Infanticide is rare, occurring in 1 to 3 of 50,000 births11,12; however, mothers with postpartum psychotic disorders commit a significant percentage of these murders, and estimates suggest that 62% of mothers who commit infanticide go on to commit suicide.13 Because of these serious consequences, early diagnosis and management of postnatal illnesses are imperative for the health and well-being of the mother and child.9
Outcome. Research suggests that most cases of postpartum psychosis represent a variant of bipolar disorder. Most cases of postpartum psychosis present as mania,6,14 and long-term follow-up studies have shown that the initial diagnoses of puerperal episodes remain, with most of the diagnoses being bipolar disorder.15,16 This subsequent diagnostic consistency between episode and lifetime condition points to strong continuities with nonpuerperal psychiatric disorder.16
Differential diagnosis. Postpartum depression refers to cases of nonpsychotic depression. Episodes of depression with psychotic features in the postnatal period are characterized as postpartum psychosis. Research evidence indicates that psychosocial factors are associated with increased risk of postpartum depression.17 This is not so for postpartum psychosis.18 The clinical presentation of postpartum psychosis is severe, abrupt, and almost immediately follows childbirth, in contrast to postpartum depression, which can be abrupt in onset but often has a more gradual onset over the weeks to months following childbirth. Anxiety disorders, including severe OCD, must also be considered in the differential, but usually a history of OCD or obsessive-compulsive tendencies can be elicited ("always a neat freak"), and there is no delusional component.
Treatment. The treatment for postpartum psychosis most often includes immediate hospitalization to ensure the safety of both mother and child. Because of the relationship between bipolar disorder and postpartum psychosis, an initial approach to medication management includes a mood stabilizer and an antipsychotic agent. With the recent addition of atypical antipsychotic medications that are indicated for both psychosis and mania, this may be an alternative; however, no data exist to support a particular medication or combination of medications for management of postpartum psychosis.

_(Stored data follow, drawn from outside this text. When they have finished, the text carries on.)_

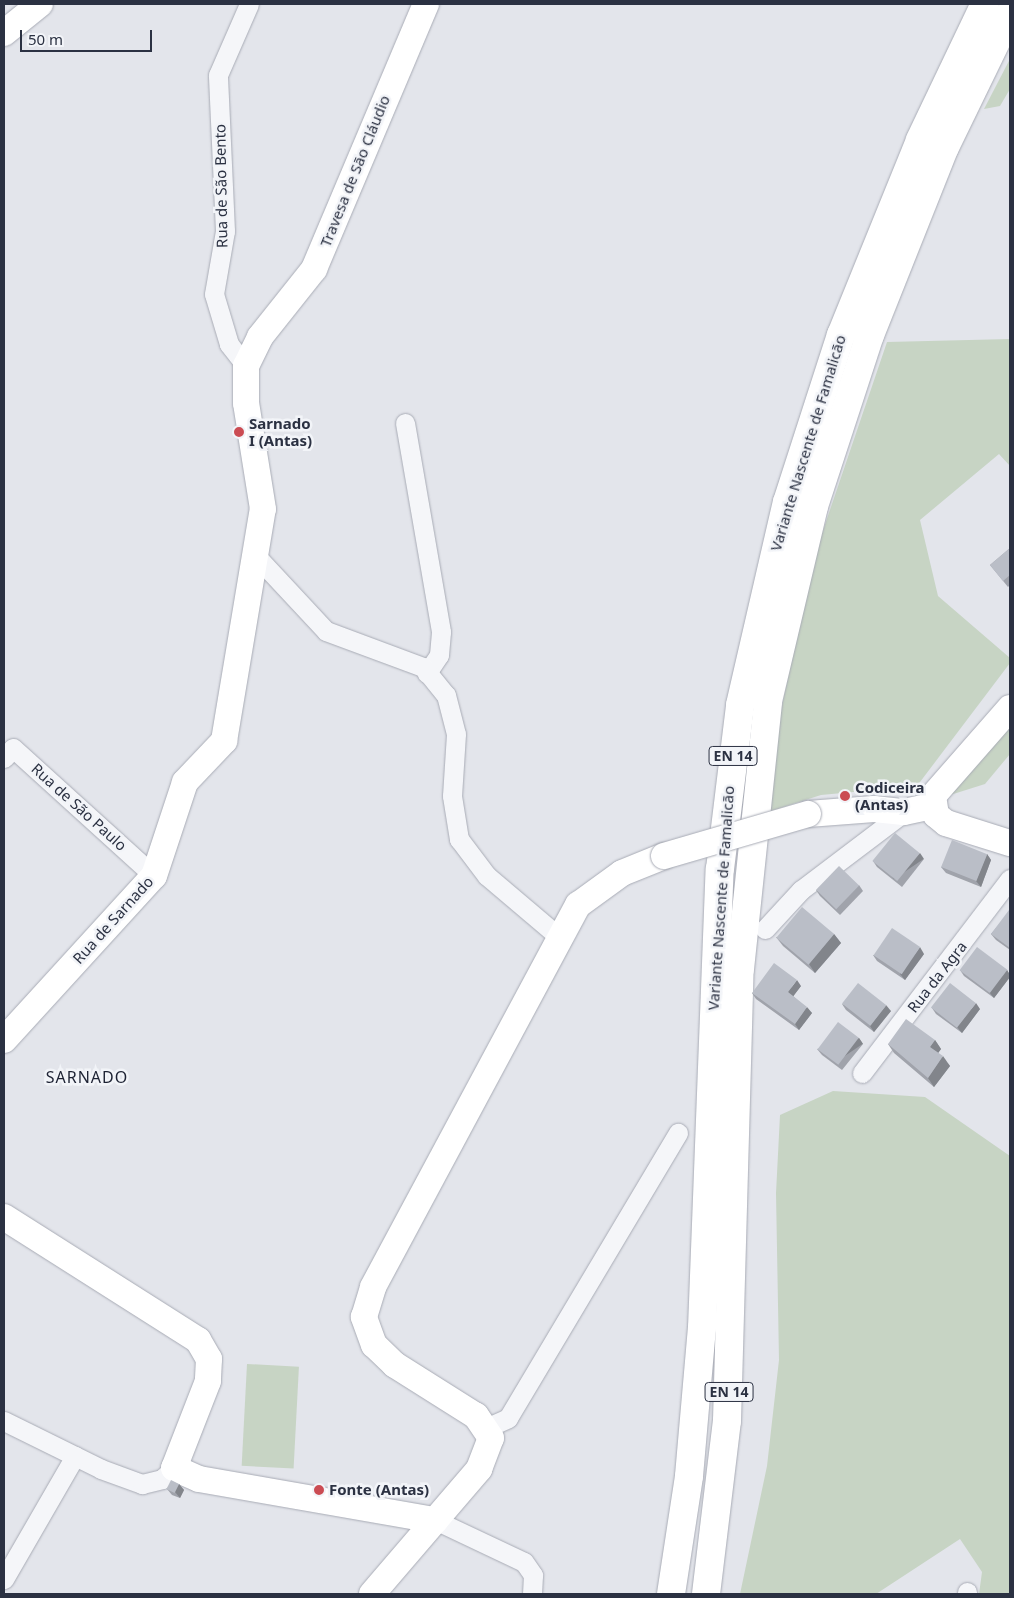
<!DOCTYPE html>
<html>
<head>
<meta charset="utf-8">
<style>
	body { margin:0 }
	#map { position:relative; width:1014px; height:1598px; overflow:hidden; background:#e3e5eb; font-family:"Noto Sans",sans-serif }
	div>[style] { position:absolute }
	.green>* { inset:0; background:#c7d4c4; transform-origin:0 0 }
	.roads { filter:drop-shadow(0 0 1px #a8abb5) drop-shadow(0 0 1px #a8abb5) }
	.street>* { height:19px; margin:-9.5px; padding:0 9.5px; transform-origin:9.5px; border-radius:9.5px; background:#f5f6f9 }
	.secondary>* { height:26px; margin:-13px; padding:0 13px; transform-origin:13px; border-radius:13px; background:#fff }
	.highway>* { height:28px; margin:-14px; padding:0 14px; transform-origin:14px; border-radius:14px; background:#fff }
	.bridges { filter:drop-shadow(0 0 1px #a8abb5) drop-shadow(0 0 1px #a8abb5) }
	.secondary-bridge>* { height:26px; margin:-13px; padding:0 13px; transform-origin:13px; border-radius:13px; background:#fff }
	.wall>* { inset:0; background:#a0a3ab }
	.shaded-wall>* { inset:0; background:#82858b; transform-origin:0 0 }
	.building>* { inset:0; background:#babec7; transform-origin:0 0 }
	.dots>* { width:14px; height:14px; translate:-50% -50%; box-sizing:border-box; border:2px solid #f2f4f8; border-radius:50% }
	span { translate:-50% -50%; white-space:nowrap; text-align:center; line-height:1.15; -webkit-text-stroke:5px #f2f4f8; paint-order:stroke }
	.shield-label span { padding:1px 4px; background:#f2f4f8; border:1px solid; border-radius:4px; -webkit-text-stroke-width:0 }
	.shield-label { font-size:14px; color:#2b3142; font-weight:700 }
	.street-label { font-size:15px; color:#2b3142 }
	.poi-label { font-size:15px; color:#2b3142; font-weight:700 }
	.left { translate:0 -50%; text-align:left }
	.neighbourhood-label { font-size:16px; color:#1d2233; letter-spacing:1px }
	.frame { position:absolute; inset:0; border:5px solid #2b3142; pointer-events:none }
	.scale { position:absolute; left:20px; top:30px; width:132px; height:22px; box-sizing:border-box; border:2px solid #2b3142; border-top:0; padding-left:6px; font-size:15px; line-height:18px; white-space:nowrap; color:#2b3142; -webkit-text-stroke:4px #f2f4f8; paint-order:stroke }
</style>
</head>
<body>
<div id="map">
	<div class="green">
		<i style="clip-path:polygon(1010px 59px,1010px 89px,1000px 106px,984px 109px)"></i>
		<i style="clip-path:polygon(1010px 339px,1010px 466px,999px 454px,920px 520px,938px 596px,1010px 658px,1010px 663px,917px 786px,821px 795px,765px 813px,771px 756px,814px 557px,887px 342px)"></i>
		<i style="clip-path:polygon(1010px 722px,1010px 754px,985px 784px,947px 796px)"></i>
		<i style="clip-path:polygon(833px 1091px,925px 1097px,1010px 1156px,1010px 1594px,979px 1594px,982px 1572px,960px 1539px,876px 1594px,740px 1594px,767px 1466px,779px 1360px,776px 1193px,780px 1115px)"></i>
		<i style="left:247px;top:1364px;width:52px;height:102px;rotate:3deg"></i>
	</div>
	<div class="roads">
		<div class="street">
			<i style="left:246px;top:366px;width:28px;rotate:-128deg"></i>
			<i style="left:229px;top:344px;width:52px;rotate:-106.7deg"></i>
			<i style="left:214px;top:294px;width:64px;rotate:-80.1deg"></i>
			<i style="left:225px;top:231px;width:156px;rotate:-92.6deg"></i>
			<i style="left:218px;top:75px;width:77px;rotate:-66.4deg"></i>
			<i style="left:405px;top:423px;width:212px;rotate:80.2deg"></i>
			<i style="left:441px;top:632px;width:23px;rotate:95deg"></i>
			<i style="left:439px;top:655px;width:22px;rotate:124deg"></i>
			<i style="left:257px;top:557px;width:101px;rotate:47deg"></i>
			<i style="left:326px;top:631px;width:103px;rotate:20.4deg"></i>
			<i style="left:423px;top:667px;width:36px;rotate:51deg"></i>
			<i style="left:446px;top:695px;width:40px;rotate:75.6deg"></i>
			<i style="left:456px;top:734px;width:62px;rotate:93.7deg"></i>
			<i style="left:452px;top:796px;width:44px;rotate:80.8deg"></i>
			<i style="left:459px;top:839px;width:46px;rotate:52.9deg"></i>
			<i style="left:487px;top:876px;width:93px;rotate:40.2deg"></i>
			<i style="left:4px;top:758px;width:13px;rotate:-48deg"></i>
			<i style="left:13px;top:748px;width:190px;rotate:42.2deg"></i>
			<i style="left:765px;top:929px;width:53px;rotate:-47.3deg"></i>
			<i style="left:801px;top:890px;width:129px;rotate:-37.1deg"></i>
			<i style="left:862px;top:1073px;width:244px;rotate:-52.7deg"></i>
			<i style="left:4px;top:1421px;width:108px;rotate:26.3deg"></i>
			<i style="left:101px;top:1469px;width:44px;rotate:20.1deg"></i>
			<i style="left:142px;top:1484px;width:21px;rotate:-14deg"></i>
			<i style="left:162px;top:1479px;width:16px;rotate:-43deg"></i>
			<i style="left:486px;top:1428px;width:24px;rotate:-24deg"></i>
			<i style="left:508px;top:1418px;width:332px;rotate:-59.2deg"></i>
			<i style="left:435px;top:1520px;width:98px;rotate:25.3deg"></i>
			<i style="left:524px;top:1562px;width:16px;rotate:55deg"></i>
			<i style="left:533px;top:1575px;width:19px;rotate:93deg"></i>
			<i style="left:4px;top:1579px;width:142px;rotate:-60deg"></i>
			<i style="left:967px;top:1594px;width:2px;rotate:-90deg"></i>
		</div>
		<div class="secondary">
			<i style="left:4px;top:33px;width:46px;rotate:-38.9deg"></i>
			<i style="left:1010px;top:708px;width:117px;rotate:131.2deg"></i>
			<i style="left:933px;top:796px;width:19px;rotate:81deg"></i>
			<i style="left:936px;top:815px;width:13px;rotate:39deg"></i>
			<i style="left:946px;top:823px;width:67px;rotate:17.4deg"></i>
			<i style="left:808px;top:814px;width:66px;rotate:-4.3deg"></i>
			<i style="left:874px;top:809px;width:30px;rotate:6deg"></i>
			<i style="left:904px;top:812px;width:30px;rotate:-12deg"></i>
			<i style="left:4px;top:1040px;width:222px;rotate:-47.6deg"></i>
			<i style="left:154px;top:876px;width:99px;rotate:-71.7deg"></i>
			<i style="left:185px;top:782px;width:57px;rotate:-46.4deg"></i>
			<i style="left:224px;top:741px;width:235px;rotate:-80.5deg"></i>
			<i style="left:263px;top:509px;width:107px;rotate:-99.1deg"></i>
			<i style="left:246px;top:403px;width:37px;rotate:-90deg"></i>
			<i style="left:246px;top:366px;width:32px;rotate:-64deg"></i>
			<i style="left:260px;top:337px;width:87px;rotate:-51.5deg"></i>
			<i style="left:314px;top:269px;width:288px;rotate:-67.1deg"></i>
			<i style="left:4px;top:1217px;width:230px;rotate:32.4deg"></i>
			<i style="left:198px;top:1340px;width:22px;rotate:60deg"></i>
			<i style="left:209px;top:1359px;width:22px;rotate:93deg"></i>
			<i style="left:208px;top:1381px;width:93px;rotate:111.3deg"></i>
			<i style="left:174px;top:1468px;width:27px;rotate:24deg"></i>
			<i style="left:199px;top:1479px;width:240px;rotate:9.9deg"></i>
			<i style="left:372px;top:1594px;width:165px;rotate:-49.4deg"></i>
			<i style="left:479px;top:1469px;width:33px;rotate:-69deg"></i>
			<i style="left:491px;top:1438px;width:27px;rotate:-124deg"></i>
			<i style="left:476px;top:1416px;width:96px;rotate:-147.8deg"></i>
			<i style="left:395px;top:1365px;width:29px;rotate:-136deg"></i>
			<i style="left:374px;top:1345px;width:30px;rotate:-110deg"></i>
			<i style="left:364px;top:1317px;width:31px;rotate:-73deg"></i>
			<i style="left:373px;top:1287px;width:434px;rotate:-61.8deg"></i>
			<i style="left:578px;top:905px;width:54px;rotate:-36deg"></i>
			<i style="left:622px;top:873px;width:45px;rotate:-22deg"></i>
		</div>
		<div class="highway">
			<i style="left:671px;top:1594px;width:119px;rotate:-81.3deg"></i>
			<i style="left:689px;top:1476px;width:149px;rotate:-85deg"></i>
			<i style="left:702px;top:1328px;width:459px;rotate:-87.8deg"></i>
			<i style="left:720px;top:869px;width:165px;rotate:-83deg"></i>
			<i style="left:740px;top:705px;width:208px;rotate:-77deg"></i>
			<i style="left:787px;top:502px;width:176px;rotate:-72.1deg"></i>
			<i style="left:841px;top:335px;width:210px;rotate:-67.9deg"></i>
			<i style="left:920px;top:140px;width:151px;rotate:-64.5deg"></i>
			<i style="left:706px;top:1594px;width:174px;rotate:-83.1deg"></i>
			<i style="left:727px;top:1421px;width:452px;rotate:-88.4deg"></i>
			<i style="left:740px;top:969px;width:269px;rotate:-84deg"></i>
			<i style="left:768px;top:701px;width:200px;rotate:-76.7deg"></i>
			<i style="left:814px;top:506px;width:180px;rotate:-71.9deg"></i>
			<i style="left:870px;top:335px;width:202px;rotate:-68.3deg"></i>
			<i style="left:945px;top:147px;width:149px;rotate:-64.1deg"></i>
		</div>
	</div>
	<div class="bridges">
		<div class="secondary-bridge">
			<i style="left:664px;top:856px;width:150px;rotate:-16.3deg"></i>
		</div>
	</div>
	<div class="wall">
		<i style="clip-path:polygon(1010px 548px,1010px 585px,1008px 587px,990px 565px)"></i>
		<i style="clip-path:polygon(987px 854px,991px 860px,981px 887px,946px 873px,941px 867px)"></i>
		<i style="clip-path:polygon(924px 859px,902px 887px,877px 867px,873px 861px)"></i>
		<i style="clip-path:polygon(859px 885px,863px 891px,840px 915px,820px 896px,816px 890px)"></i>
		<i style="clip-path:polygon(1010px 911px,1010px 950px,996px 940px,991px 934px)"></i>
		<i style="clip-path:polygon(834px 934px,841px 943px,815px 973px,783px 946px,776px 937px)"></i>
		<i style="clip-path:polygon(924px 954px,905px 980px,877px 961px,873px 955px)"></i>
		<i style="clip-path:polygon(960px 970px,1007px 970px,1010px 975px,1010px 977px,994px 998px,964px 976px)"></i>
		<i style="clip-path:polygon(801px 986px,793px 996px,812px 1013px,799px 1030px,756px 999px,752px 993px)"></i>
		<i style="clip-path:polygon(842px 1004px,891px 1011px,874px 1032px,846px 1010px)"></i>
		<i style="clip-path:polygon(932px 1008px,980px 1009px,962px 1033px,936px 1014px)"></i>
		<i style="clip-path:polygon(859px 1038px,863px 1044px,842px 1070px,822px 1055px,817px 1049px)"></i>
		<i style="clip-path:polygon(935px 1040px,941px 1049px,938px 1053px,950px 1066px,934px 1087px,894px 1053px,888px 1044px)"></i>
		<i style="clip-path:polygon(179px 1484px,184px 1490px,180px 1498px,172px 1495px,167px 1489px)"></i>
	</div>
	<div class="shaded-wall">
		<i style="left:920px;top:853px;width:7px;height:36px;rotate:56deg"></i>
		<i style="clip-path:polygon(987px 854px,991px 860px,981px 887px,976px 881px)"></i>
		<i style="clip-path:polygon(834px 934px,841px 943px,815px 973px,809px 964px)"></i>
		<i style="clip-path:polygon(920px 947px,924px 954px,905px 980px,900px 974px)"></i>
		<i style="clip-path:polygon(1007px 970px,1010px 975px,1010px 977px,994px 998px,989px 992px)"></i>
		<i style="clip-path:polygon(797px 980px,801px 986px,792px 998px,788px 992px)"></i>
		<i style="clip-path:polygon(976px 1003px,980px 1009px,962px 1033px,957px 1027px)"></i>
		<i style="clip-path:polygon(886px 1005px,891px 1011px,874px 1032px,870px 1026px)"></i>
		<i style="clip-path:polygon(807px 1007px,812px 1013px,799px 1030px,795px 1024px)"></i>
		<i style="left:859px;top:1038px;width:7px;height:33px;rotate:56deg"></i>
		<i style="clip-path:polygon(935px 1040px,941px 1049px,936px 1056px,930px 1047px)"></i>
		<i style="clip-path:polygon(943px 1056px,950px 1066px,934px 1087px,928px 1078px)"></i>
		<i style="clip-path:polygon(179px 1484px,184px 1490px,180px 1498px,175px 1492px)"></i>
	</div>
	<div class="building">
		<i style="clip-path:polygon(1010px 548px,1010px 575px,1003px 581px,990px 565px)"></i>
		<i style="left:895px;top:833px;width:32px;height:36px;rotate:39deg"></i>
		<i style="left:952px;top:840px;width:38px;height:29px;rotate:22deg"></i>
		<i style="left:839px;top:866px;width:28px;height:33px;rotate:44deg"></i>
		<i style="left:802px;top:907px;width:42px;height:40px;rotate:40deg"></i>
		<i style="clip-path:polygon(1009px 910px,1010px 911px,1010px 948px,991px 934px)"></i>
		<i style="left:892px;top:928px;width:34px;height:33px;rotate:34deg"></i>
		<i style="left:977px;top:947px;width:38px;height:29px;rotate:37deg"></i>
		<i style="clip-path:polygon(774px 963px,797px 980px,788px 992px,807px 1007px,795px 1024px,752px 993px)"></i>
		<i style="left:858px;top:983px;width:36px;height:26px;rotate:38deg"></i>
		<i style="left:950px;top:983px;width:33px;height:31px;rotate:38deg"></i>
		<i style="clip-path:polygon(906px 1019px,935px 1040px,930px 1047px,943px 1056px,928px 1078px,888px 1044px)"></i>
		<i style="left:838px;top:1022px;width:26px;height:34px;rotate:37deg"></i>
		<i style="left:171px;top:1480px;width:9px;height:10px;rotate:27deg"></i>
	</div>
	<div class="dots">
		<i style="left:239px;top:432px;background:#cb4c53"></i>
		<i style="left:845px;top:796px;background:#cb4c53"></i>
		<i style="left:319px;top:1490px;background:#cb4c53"></i>
	</div>
	<div class="shield-label">
		<span style="left:733px;top:756px">EN 14</span>
		<span style="left:729px;top:1392px">EN 14</span>
	</div>
	<div class="street-label">
		<span style="left:355px;top:171px;rotate:-68deg">Travesa de São Cláudio</span>
		<span style="left:221px;top:186px;rotate:-91deg">Rua de São Bento</span>
		<span style="left:808px;top:443px;rotate:-73deg">Variante Nascente de Famalicão</span>
		<span style="left:79px;top:807px;rotate:42deg">Rua de São Paulo</span>
		<span style="left:721px;top:898px;rotate:-86deg">Variante Nascente de Famalicão</span>
		<span style="left:113px;top:920px;rotate:-48deg">Rua de Sarnado</span>
		<span style="left:937px;top:977px;rotate:-52deg">Rua da Agra</span>
	</div>
	<div class="poi-label">
		<span class="left" style="left:249px;top:432px">Sarnado<br>I (Antas)</span>
		<span class="left" style="left:855px;top:796px">Codiceira<br>(Antas)</span>
		<span class="left" style="left:329px;top:1490px">Fonte (Antas)</span>
	</div>
	<div class="neighbourhood-label">
		<span style="left:87px;top:1077px">SARNADO</span>
	</div>
	<div class="frame"></div>
	<div class="scale">50 m</div>
</div>
</body>
</html>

Electroconvulsive therapy may be an effective alternative in severe cases. If the primary presentation is a depression with psychotic features, an antidepressant and antipsychotic medication should be considered. However, caution must be used because of the possibility that bipolar disorder may be exacerbated by antidepressant treatment. In addition, mothers and families often require psychotherapy and support following hospitalization to understand and process this difficult and often traumatic experience. *
Research suggests that most cases of postpartum psychosis represent a variant of bipolar disorder.